Para lidar com o problema, alguns países africanos como a África do Sul, a Nigéria e recentemente Ruanda baniram a importação de roupa usada como parte dos esforços para proteger a sua indústria de moda e as marcas africanas. Outros países ainda estão a debater sobre restrições para proteger o mercado da moda africana.

O economista James Shikwati do Quênia, aponta o problema da ajuda vindo do países ocidentais. Segundo este, a ajuda a África prejudica mais do que ajuda. Uma vez mais esta se perante um desequilíbrio entre um negócio que favorece de forma desproporcional as empresas americanas e europeias e por outro lado prejudica o desenvolvimento duma verdadeira indústria de moda em África. Todos os actores do sector são prejudicados: os estilistas, costureiros, varejistas do continente competem com a roupa usada e mais barata.

Falta uma infraestrutura de moda na África. Ainda não há muitas lojas especializadas na moda, prontas a apoiar marcas novas e inovadoras. Por isso, as marcas africanas tem dificuldades para prosperar.

Então, qual e a solução?

Limitar as importações de roupas usadas e das roupas baratas da China mas com um controlo efectivo.

Desenvolver de um produto “Made in Africa” que especifica a qualidade local e apoiada por uma campanha de sensibilização. Isso depende dos governos.

Mas o mais importante é que uma parte da solução reside na promoção do artesanato e da moda local nas diferentes regiões, segundo Elizabeth Cline, autora do livro “Supervestida: o chocante preço alto da moda barata”. O desafio reside na conservação do incrível trabalho dos artesãos e das suas habilidades.

LEMLEM

Liya Kebede com a sua marca LemLem conserva o saber-fazer da Etiópia

Outro desafio para a indústria africana de moda é de perceber as especificidades do mercado africano para atrair mais clientes e deve adaptar-se a sua realidade.

Os desafios são grandes mas já surgiram iniciativas privadas para apoiar a moda africana e os estilistas novos deste sector.
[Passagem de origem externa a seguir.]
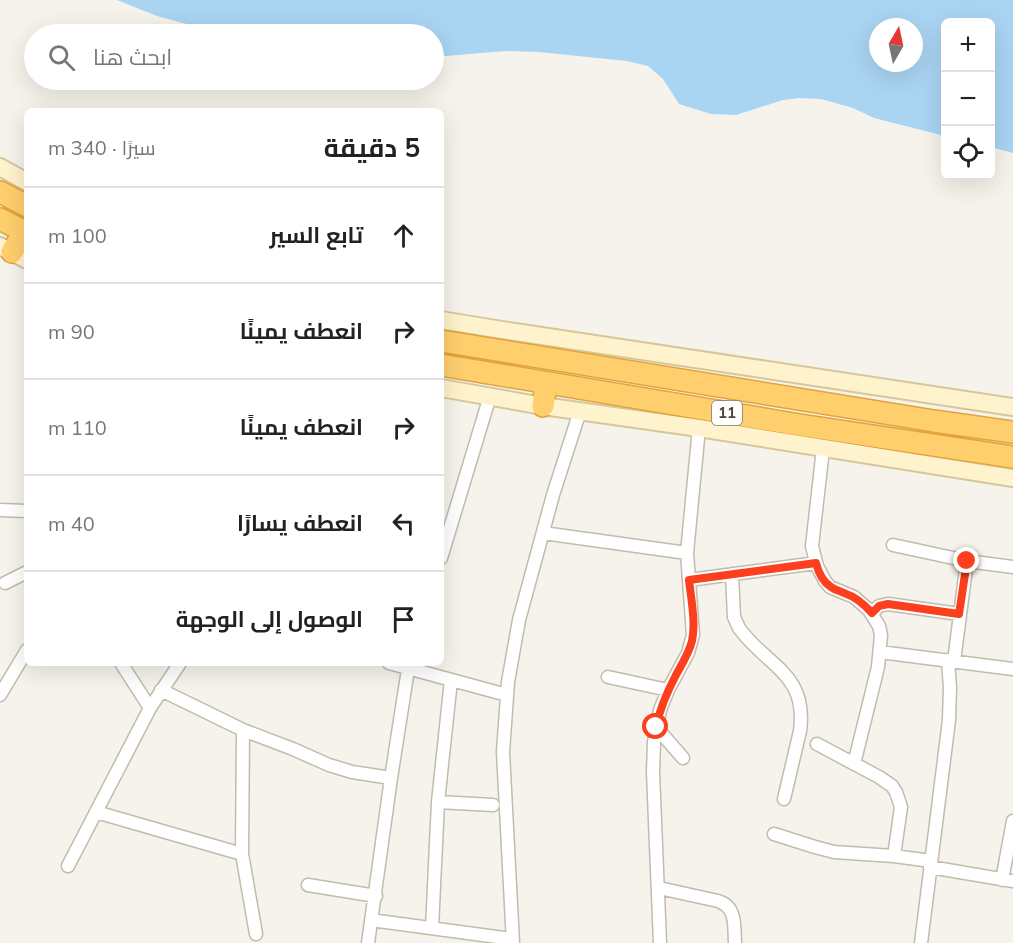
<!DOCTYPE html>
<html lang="ar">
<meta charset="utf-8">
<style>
body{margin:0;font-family:Mulish,Cairo,sans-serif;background:#f2f2f2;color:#222;direction:rtl}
.controls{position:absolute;right:18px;top:18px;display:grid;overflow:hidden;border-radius:9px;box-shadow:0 6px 24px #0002}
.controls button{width:54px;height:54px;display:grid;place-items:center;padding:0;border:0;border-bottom:2px solid #e0e0e0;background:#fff;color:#222;font:30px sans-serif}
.compass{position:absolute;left:869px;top:18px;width:54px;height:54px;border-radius:50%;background:#fff;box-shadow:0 6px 24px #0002;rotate:9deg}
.stop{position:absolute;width:18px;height:18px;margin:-14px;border:4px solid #fc3f1d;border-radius:50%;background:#fff}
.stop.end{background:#fc3f1d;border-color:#fff;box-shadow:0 2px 6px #0008}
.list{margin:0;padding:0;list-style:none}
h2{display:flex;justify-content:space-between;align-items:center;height:78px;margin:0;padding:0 24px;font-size:26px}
h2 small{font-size:20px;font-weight:400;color:#767676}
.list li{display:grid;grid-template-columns:39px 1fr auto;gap:18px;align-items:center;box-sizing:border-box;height:96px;padding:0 24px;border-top:2px solid #e0e0e0}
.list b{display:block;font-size:22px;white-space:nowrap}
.list em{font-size:20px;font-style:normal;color:#767676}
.icon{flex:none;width:33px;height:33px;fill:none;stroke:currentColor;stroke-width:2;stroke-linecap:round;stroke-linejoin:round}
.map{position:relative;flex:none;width:1013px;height:943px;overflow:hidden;direction:ltr}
.search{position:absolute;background:#fff;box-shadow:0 6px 24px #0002;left:24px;top:24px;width:420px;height:66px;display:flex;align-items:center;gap:15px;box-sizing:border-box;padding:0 21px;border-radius:33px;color:#767676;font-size:22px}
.panel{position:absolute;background:#fff;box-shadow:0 6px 24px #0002;left:24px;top:108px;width:420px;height:558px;border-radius:9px;direction:rtl}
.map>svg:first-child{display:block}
</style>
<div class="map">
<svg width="1013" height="943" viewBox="0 0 1013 943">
<rect width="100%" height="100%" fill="#f6f3ec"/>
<!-- water -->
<path fill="#a9d4f2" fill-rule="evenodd" d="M117,0H1013V153L991,147L990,22H946L945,136L874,118L853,108L821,99L799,98L783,100L736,115L711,114L679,104L663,79L648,66L627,61L539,52L505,51L434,57V34H223L157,16ZM878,27H914V63H878Z"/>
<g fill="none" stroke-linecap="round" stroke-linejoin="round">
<defs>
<path id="street" d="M823,449L812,546L817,566L825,581L830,587L854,597L869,610L879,626L881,635L878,667L854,764
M0,510L27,511
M543,533L687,553
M893,545L967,561L1013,567
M441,558L490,396
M732,574L734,617L739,628C766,666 808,673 800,731L784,799
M689,580L816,563
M5,583L27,572
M872,613L879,606L888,604L959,614
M880,652L1013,669
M954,661L967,561
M121,663L150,708
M389,663L507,695
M608,677L668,690
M161,690L243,730L293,749L329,765L352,772L391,778
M0,695L27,650
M656,727L683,758
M243,730L242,854L256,934
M817,744L879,777L892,786L896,792L901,807L894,856
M438,802L493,805
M96,812L242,854
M774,834L815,847L834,852L894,856L931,861
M68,866L150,708L180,663
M930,867L1013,881
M1002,880L1013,821
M308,885L376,896
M659,888L718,901C737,907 734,926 735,943
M371,920L512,939
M432,928L438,802L451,680
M368,943L391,778L409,663
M513,943L503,752L508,682L519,620L553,495L580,411
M660,943L653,772L654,742L660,710L668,690L688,653L693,635L687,553L699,428
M921,943L949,720L950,688L948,660"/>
<path id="secondary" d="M0,167L27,182
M0,246L27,260
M441,320L502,330L1013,407
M441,388L543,406L699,428L1013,478"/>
<path id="highway" d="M0,192L27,206
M0,219L27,233
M12,252L24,232
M441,341L934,421L1013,432
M441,365L800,425L1013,457
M543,406L546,384"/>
</defs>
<!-- street casing -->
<use href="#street" stroke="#c2bbae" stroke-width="15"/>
<!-- secondary casing -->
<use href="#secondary" stroke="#d6c79b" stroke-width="20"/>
<!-- highway casing -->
<use href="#highway" stroke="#e0a43c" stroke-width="24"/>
<!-- street -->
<use href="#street" stroke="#fff" stroke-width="12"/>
<!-- secondary -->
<use href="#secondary" stroke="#fff3cd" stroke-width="16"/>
<!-- highway -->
<use href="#highway" stroke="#ffcf6e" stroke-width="21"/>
</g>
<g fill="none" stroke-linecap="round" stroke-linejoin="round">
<!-- route -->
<path stroke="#fc3f1d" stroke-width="8" d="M656,727C660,708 667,692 676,675C682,664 689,653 692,641C696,624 691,598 689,580L816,563C818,571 823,582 831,587C835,590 840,591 844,593C856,597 864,604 872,613L879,606L888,604L959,614L967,561"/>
</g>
<g text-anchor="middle" stroke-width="6" stroke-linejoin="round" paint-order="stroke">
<!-- shield labels -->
<rect fill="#fff" stroke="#817c74" stroke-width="1.5" x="712" y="401" width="30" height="24" rx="4.5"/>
<g font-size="15" font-weight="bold" fill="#4b4439">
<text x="727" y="418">11</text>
</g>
</g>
</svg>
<div class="controls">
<button>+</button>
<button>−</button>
<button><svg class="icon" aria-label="locate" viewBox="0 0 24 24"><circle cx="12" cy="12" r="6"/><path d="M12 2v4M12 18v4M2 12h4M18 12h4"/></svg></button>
</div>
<svg class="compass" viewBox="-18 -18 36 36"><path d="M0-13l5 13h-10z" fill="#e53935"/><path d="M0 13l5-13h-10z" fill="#767676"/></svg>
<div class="stop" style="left:656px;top:727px"></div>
<div class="stop end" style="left:967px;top:561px"></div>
<div class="search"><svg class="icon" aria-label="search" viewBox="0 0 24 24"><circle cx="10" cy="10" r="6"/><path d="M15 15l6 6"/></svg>ابحث هنا</div>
<section class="panel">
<h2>5 دقيقة<small>سيرًا · 340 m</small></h2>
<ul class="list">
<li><svg class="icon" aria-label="ahead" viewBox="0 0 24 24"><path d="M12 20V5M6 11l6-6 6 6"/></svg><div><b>تابع السير</b></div><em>100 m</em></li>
<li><svg class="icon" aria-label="right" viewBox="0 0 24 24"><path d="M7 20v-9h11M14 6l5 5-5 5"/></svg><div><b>انعطف يمينًا</b></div><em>90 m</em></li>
<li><svg class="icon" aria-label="right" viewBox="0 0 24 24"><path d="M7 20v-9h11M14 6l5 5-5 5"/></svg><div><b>انعطف يمينًا</b></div><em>110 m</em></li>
<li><svg class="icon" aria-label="left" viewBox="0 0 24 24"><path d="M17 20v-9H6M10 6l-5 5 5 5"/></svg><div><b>انعطف يسارًا</b></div><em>40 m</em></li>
<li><svg class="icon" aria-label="arrive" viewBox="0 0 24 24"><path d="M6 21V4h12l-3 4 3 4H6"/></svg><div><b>الوصول إلى الوجهة</b></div></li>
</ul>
</section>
</div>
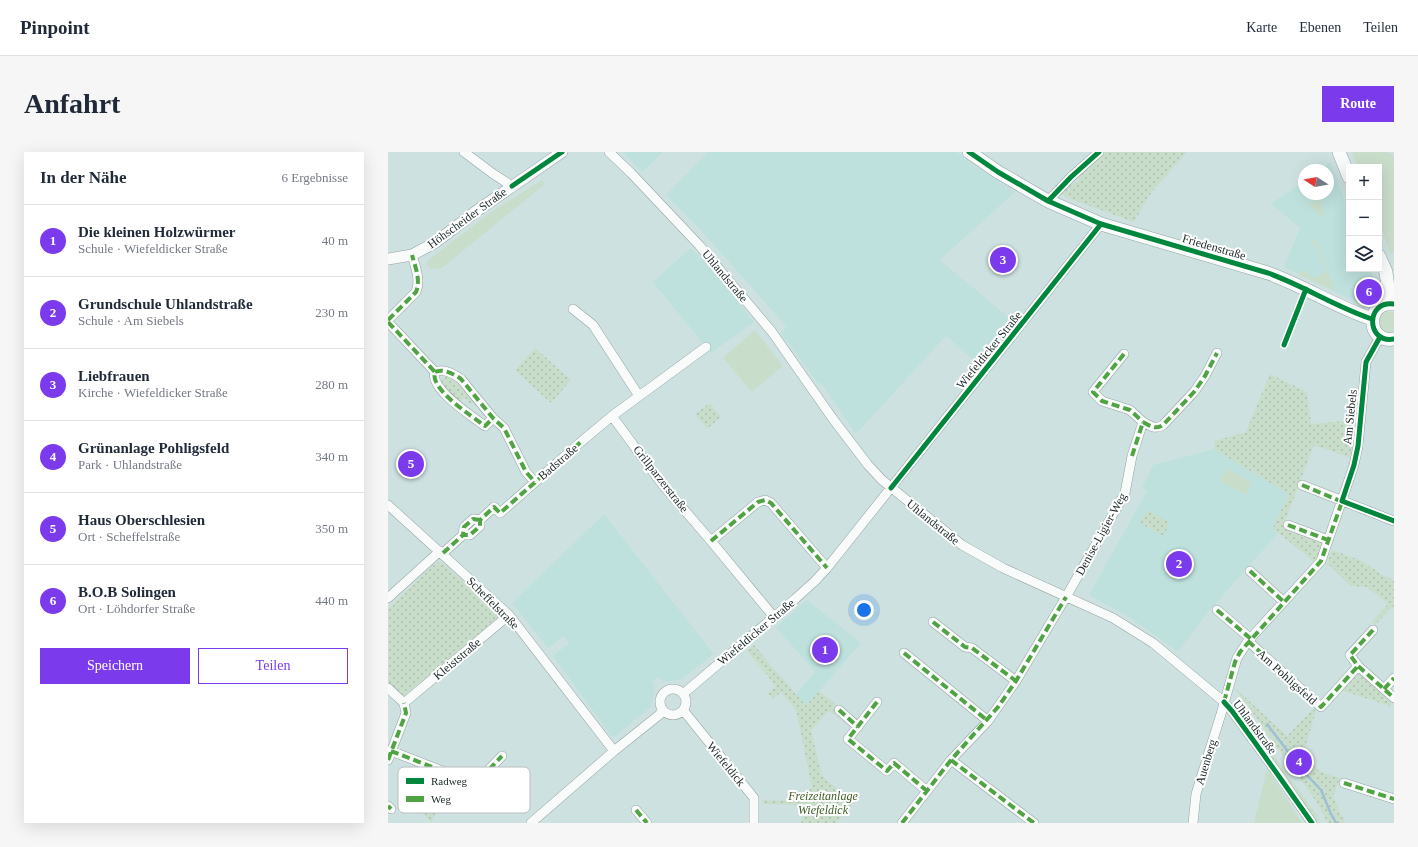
<!DOCTYPE html>
<html lang="de">
<meta charset="utf-8">
<style>
:root{--surface:#fff;--page:#f6f6f7;--text:#1f2937;--muted:#747a83;--line:#e0e1e3;--accent:#7c3aed}
body{margin:0;font-family:Georgia,serif;background:var(--page);color:var(--text)}
.controls{position:absolute;right:12px;top:12px;display:grid;overflow:hidden;border-radius:0px;box-shadow:0 4px 16px #0002}
.controls button{width:36px;height:36px;display:grid;place-items:center;padding:0;border:0;border-bottom:1px solid var(--line);background:var(--surface);color:var(--text);font:20px sans-serif}
.compass{position:absolute;left:910px;top:12px;width:36px;height:36px;border-radius:50%;background:var(--surface);box-shadow:0 4px 16px #0002;rotate:281deg}
.you{position:absolute;left:476px;top:458px;width:14px;height:14px;margin:-10px;border:3px solid #fff;border-radius:50%;background:#1a73e8;box-shadow:0 0 0 6px #1a73e833}
.badge{display:grid;place-items:center;width:26px;height:26px;border-radius:50%;background:var(--accent);color:#fff;font-size:13px;font-weight:700}
.pin{position:absolute;translate:-50% -50%;border:2px solid #fff;box-shadow:0 1px 4px #0006}
.list{margin:0;padding:0;list-style:none}
h2{display:flex;justify-content:space-between;align-items:center;height:52px;margin:0;padding:0 16px;font-size:17px}
h2 small{font-size:13px;font-weight:400;color:var(--muted)}
.list li{display:grid;grid-template-columns:26px 1fr auto;gap:12px;align-items:center;box-sizing:border-box;height:72px;padding:0 16px;border-top:1px solid var(--line)}
.list b{display:block;font-size:15px;white-space:nowrap}
.list p{margin:0;font-size:13px;white-space:nowrap;color:var(--muted)}
.list em{font-size:13px;font-style:normal;color:var(--muted)}
.actions{display:flex;gap:8px;padding:12px 16px}
.actions a{flex:1;padding:9px 0;border:1px solid var(--accent);border-radius:0px;text-align:center;font-size:14px;color:var(--accent)}
.actions .main{background:var(--accent);color:#fff}
.icon{flex:none;width:22px;height:22px;fill:none;stroke:currentColor;stroke-width:2;stroke-linecap:round;stroke-linejoin:round}
.map{position:relative;flex:none;width:1006px;height:671px;overflow:hidden;border-radius:0px}
header{display:flex;align-items:center;gap:24px;box-sizing:border-box;height:56px;padding:0 20px;background:var(--surface);border-bottom:1px solid var(--line)}
header strong{font-size:19px}
nav{display:flex;gap:22px;margin-inline-start:auto;font-size:14px}
.intro{display:flex;align-items:center;justify-content:space-between;box-sizing:border-box;height:96px;padding:0 24px}
h1{margin:0;font-size:28px}
.button{padding:10px 18px;border-radius:0px;background:var(--accent);color:#fff;font-size:14px;font-weight:700}
main{display:flex;gap:24px;padding:0 24px}
aside{flex:1;background:var(--surface);border-radius:0px;box-shadow:0 4px 16px #0002}
.map>svg:first-child{display:block}
.built{fill:#bee1dd}
.grass{fill:#c9ddcb}
.park{fill:url(#park-dots)}
.lines{fill:none;stroke-linecap:round;stroke-linejoin:round}
.stream{stroke:#9ec0d6;stroke-width:2.5}
.minor-casing{stroke:#94a3a2;stroke-width:10}
.tertiary-casing{stroke:#94a3a2;stroke-width:12}
.secondary-casing{stroke:#94a3a2;stroke-width:14}
.minor{stroke:#f8fbfa;stroke-width:9}
.tertiary{stroke:#f8fbfa;stroke-width:11}
.secondary{stroke:#f8fbfa;stroke-width:13}
.quiet{stroke:#4fa342;stroke-width:4;stroke-dasharray:8 4;stroke-linecap:butt}
.cycleway-casing{stroke:#fff;stroke-width:8}
.cycleway{stroke:#00873e;stroke-width:5}
.labels{text-anchor:middle;stroke-width:4;stroke-linejoin:round;paint-order:stroke}
.street-label{font-size:12px;fill:#1a2827;stroke:#fff}
.park-label{font-size:12px;font-style:italic;fill:#3b5c23;stroke:#fff}
.key{fill:#fff;stroke:#babebe;stroke-width:1}
.key-label{font-size:11px;fill:#1a2827}
</style>
<header>
<strong>Pinpoint</strong>
<nav><a>Karte</a><a>Ebenen</a><a>Teilen</a></nav>
</header>
<div class="intro"><h1>Anfahrt</h1><a class="button">Route</a></div>
<main>
<aside>
<h2>In der Nähe<small>6 Ergebnisse</small></h2>
<ul class="list">
<li><span class="badge">1</span><div><b>Die kleinen Holzwürmer</b><p>Schule · Wiefeldicker Straße</p></div><em>40 m</em></li>
<li><span class="badge">2</span><div><b>Grundschule Uhlandstraße</b><p>Schule · Am Siebels</p></div><em>230 m</em></li>
<li><span class="badge">3</span><div><b>Liebfrauen</b><p>Kirche · Wiefeldicker Straße</p></div><em>280 m</em></li>
<li><span class="badge">4</span><div><b>Grünanlage Pohligsfeld</b><p>Park · Uhlandstraße</p></div><em>340 m</em></li>
<li><span class="badge">5</span><div><b>Haus Oberschlesien</b><p>Ort · Scheffelstraße</p></div><em>350 m</em></li>
<li><span class="badge">6</span><div><b>B.O.B Solingen</b><p>Ort · Löhdorfer Straße</p></div><em>440 m</em></li>
</ul>
<div class="actions"><a class="main">Speichern</a><a>Teilen</a></div>
</aside>
<div class="map">
<svg width="1006" height="671" viewBox="0 0 1006 671">
<defs>
<pattern id="park-dots" width="8" height="8" patternUnits="userSpaceOnUse"><rect width="8" height="8" fill="#c9ddcb"/><path d="M2 2h.1M6 6h.1" fill="none" stroke="#acbeae" stroke-width="1.8" stroke-linecap="round"/></pattern>
</defs>
<rect width="100%" height="100%" fill="#cde2e0"/>
<path class="built" d="M235,0H275L254,20Z
M320,0H569L582,11L627,40L552,108L624,168L589,211L558,184L468,282L432,230L430,232L393,181L399,175L309,74L278,43Z
M942,10L961,60V117H982L988,135L989,143L968,150L896,115L912,76L883,52L916,29V42H940V18H932Z
M303,96L334,128L366,170L323,201L265,130Z
M826,297L901,342L886,376L891,380L822,458L790,500L767,483L739,464L701,443L759,339L754,336L765,313Z
M216,362L326,502L294,527L275,530L271,525L264,530L267,535L263,555L225,586L165,504L181,491L176,484L160,496L124,451Z
M419,448L473,491L418,554L408,542L427,520L388,475Z"/>
<path class="grass" d="M964,0H998L1006,3V99L1003,103L991,70V15H970Z
M154,28L157,32L54,116C47,117 42,118 38,112L40,108L102,61Z
M927,42H930L937,63L934,64L917,50L919,48L923,52L930,47Z
M927,86L947,139L911,123L913,118L921,121L924,126L938,121L927,92L923,93Z
M1000,159L1006,161V180L999,181L993,178L990,168L993,162Z
M367,178L395,214L364,240L335,206Z
M839,317L864,331L858,343L832,329Z
M858,565L929,663L932,671H929L924,663L856,568V566Z
M879,616L914,671H866Z"/>
<path class="park" d="M717,0H799L763,41L746,70L683,47L676,44L674,41C677,36 685,30 690,30L692,22Z
M147,196L183,228L163,251L127,218Z
M882,222L919,240L923,272L967,268L963,306L926,293L896,372L933,389L936,393L930,407L926,410L885,376L901,342L826,297L827,289L858,280Z
M59,224L70,229L89,251H81L79,247L76,246L71,251L52,231L55,226Z
M322,251L333,265L319,277L307,262Z
M759,358L782,371L775,384L752,371Z
M944,398L974,409L996,424L1006,428V455L1003,456L987,473L984,470L1000,452L979,435L963,434L939,411Z
M51,410L57,413L109,460L111,464L109,468L17,543L14,544L0,531V457L45,413Z
M366,493L418,554L431,539L453,556L446,563L440,559L423,579L434,624L465,651L448,671H413L416,659L408,653L375,652V648L409,649L424,635L408,558L393,540L384,547L380,541L388,534L359,499Z
M974,522L1003,551L1002,554L953,538L966,523Z
M846,535L899,584L925,557L928,559L915,602L931,619L952,626L945,644L957,671H940L928,649Z
M51,654L43,671L34,659Z"/>
<g class="lines">
<path class="stream" d="M879,572L913,617L933,638L943,662L948,671"/>
<g class="minor-casing">
<path id="minor" d="M76,0L104,21L124,34
M221,0L243,21L311,93L384,180L445,267L480,313L494,328L574,393L615,416L725,466L765,491L836,550L844,559L895,629L924,671
M660,49L683,25L711,0
M185,157L205,173L251,244
M0,168L28,140C33,128 27,114 24,103
M0,170L47,220C41,237 84,264 97,274L105,266
M736,202L705,240L714,249L742,258L755,270
M47,220C55,216 66,222 73,227L105,266L116,276L138,320L147,330
M224,264L274,332L323,389L386,465
M914,333L1006,369
M0,353L121,463L226,599
M92,368L85,367L76,375L75,383H82L92,374V368L106,355L112,361L194,289L224,264L318,195
M900,373L940,388
M323,389L370,350L377,348L383,351L439,416
M55,401L75,383
M862,419L896,450
M0,446L52,399
M829,458L863,487
M545,470L577,495L584,496L628,529
M985,478L962,503L970,514L1006,546
M860,489L933,555L970,514
M516,501L600,569
M0,536L16,551L18,561L0,608
M996,537L1006,526
M272 550a13 13 0 1 1 26 0a13 13 0 1 1-26 0Z
M295,542L407,447L427,429L439,416L713,72
M489,550L460,587L499,619L506,611L539,639
M16,551L121,463
M295,558L366,646V671
M451,558L470,575
M3,599L57,620L73,640L87,632L114,604
M563,608L646,671
M956,631L1006,647
M0,654L3,657
M248,658L259,671
M143,671L226,599L276,559
M514,671L563,608L600,569L628,529L678,445L737,341L744,304L755,270C762,274 768,278 775,273L806,240L817,224L829,201
M805,671L808,642L833,562L849,506L860,489L933,409L966,313L970,294L978,210L992,185"/>
</g>
<g class="tertiary-casing">
<path id="tertiary" d="M0,107L24,103L48,90L87,60L174,0"/>
</g>
<g class="secondary-casing">
<path id="secondary" d="M581,0L610,20L660,49L713,72L880,121C916,134 948,155 984,167
M951,0L961,25
M991,104L998,120L1002,152
M1006,152C977,148 978,192 1006,187"/>
</g>
<use href="#minor" class="minor"/>
<use href="#tertiary" class="tertiary"/>
<use href="#secondary" class="secondary"/>
<path class="quiet" d="M0,168L28,140C33,128 27,114 24,103
M0,170L47,220C41,237 84,264 97,274L105,266
M736,202L705,240L714,249L742,258L755,270
M47,220C55,216 66,222 73,227L105,266L116,276L138,320L147,330
M744,304L755,270C762,274 768,278 775,273L806,240L817,224L829,201
M914,333L957,351
M92,368L85,367L76,375L75,383H82L92,374V368L106,355L112,361L194,289
M900,373L940,388
M323,389L370,350L377,348L383,351L439,416
M55,401L75,383
M862,419L896,450
M829,458L863,487
M545,470L577,495L584,496L628,529
M985,478L962,503L970,514L1006,546
M860,489L933,555L970,514
M516,501L600,569
M996,537L1006,526
M489,550L460,587L499,619L506,611L539,639
M836,550L847,510L852,500L933,409L955,347
M451,558L470,575
M3,599L57,620L73,640L87,632L114,604
M0,608L18,561L16,551
M563,608L646,671
M956,631L1006,647
M0,654L3,657
M248,658L259,671
M514,671L563,608L610,555L628,529L678,445"/>
<g class="cycleway-casing">
<path id="cycleway" d="M581,0L610,20L660,49L713,72L880,121C916,134 948,155 984,167
M124,34L174,0
M660,49L683,25L711,0
M1006,152C977,148 978,192 1006,187
M992,185L978,210L970,294L966,313L954,349L1006,369
M896,193L918,137
M503,336L713,72
M836,550L844,559L868,592L924,671"/>
</g>
<use href="#cycleway" class="cycleway"/>
</g>
<g class="labels">
<g class="street-label">
<text transform="translate(79 66) rotate(-36)" y="4">Höhscheider Straße</text>
<text transform="translate(826 95) rotate(16)" y="4">Friedenstraße</text>
<text transform="translate(337 124) rotate(50)" y="4">Uhlandstraße</text>
<text transform="translate(601 198) rotate(-51)" y="4">Wiefeldicker Straße</text>
<text transform="translate(962 265) rotate(-84)" y="4">Am Siebels</text>
<text transform="translate(170 310) rotate(-41)" y="4">Badstraße</text>
<text transform="translate(273 327) rotate(52)" y="4">Grillparzerstraße</text>
<text transform="translate(545 370) rotate(39)" y="4">Uhlandstraße</text>
<text transform="translate(713 382) rotate(-61)" y="4">Denise-Ligier-Weg</text>
<text transform="translate(105 451) rotate(45)" y="4">Scheffelstraße</text>
<text transform="translate(368 480) rotate(-40)" y="4">Wiefeldicker Straße</text>
<text transform="translate(69 507) rotate(-40)" y="4">Kleiststraße</text>
<text transform="translate(899 525) rotate(42)" y="4">Am Pohligsfeld</text>
<text transform="translate(867 575) rotate(53)" y="4">Uhlandstraße</text>
<text transform="translate(818 610) rotate(-73)" y="4">Auenberg</text>
<text transform="translate(338 612) rotate(51)" y="4">Wiefeldick</text>
</g>
<g class="park-label">
<text x="435" y="648">Freizeitanlage<tspan x="435" dy="14">Wiefeldick</tspan></text>
</g>
</g>
<rect x="10" y="615" width="132" height="46" rx="6" class="key"/>
<rect x="18" y="626" width="18" height="6" fill="#00873e"/>
<rect x="18" y="644" width="18" height="6" fill="#4fa342"/>
<g class="key-label">
<text x="43" y="633">Radweg</text>
<text x="43" y="651">Weg</text>
</g>
</svg>
<div class="controls">
<button>+</button>
<button>−</button>
<button><svg class="icon" aria-label="layers" viewBox="0 0 24 24"><path d="M12 4l9 5-9 5-9-5zM3 14l9 5 9-5"/></svg></button>
</div>
<svg class="compass" viewBox="-18 -18 36 36"><path d="M0-13l5 13h-10z" fill="#e53935"/><path d="M0 13l5-13h-10z" fill="#747a83"/></svg>
<div class="you"></div>
<div class="pin badge" style="left:437px;top:498px">1</div>
<div class="pin badge" style="left:791px;top:412px">2</div>
<div class="pin badge" style="left:615px;top:108px">3</div>
<div class="pin badge" style="left:911px;top:610px">4</div>
<div class="pin badge" style="left:23px;top:312px">5</div>
<div class="pin badge" style="left:981px;top:140px">6</div>
</div>
</main>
África fashion guide organiza conferencias e atelier para ensinar aos estilistas africanos a construir uma marca de moda a partir do continente africano. É um processo demorado mas que vale a pena, considerando todas as oportunidades que este sector vai oferecer. A moda africana desenvolve-se e pode propor uma moda mais responsável, mais respeitosa do ambiente, das tradições e aproveitar o artesanato e as técnicas ancestrais de fazer têxteis tão bonitos e exclusivos.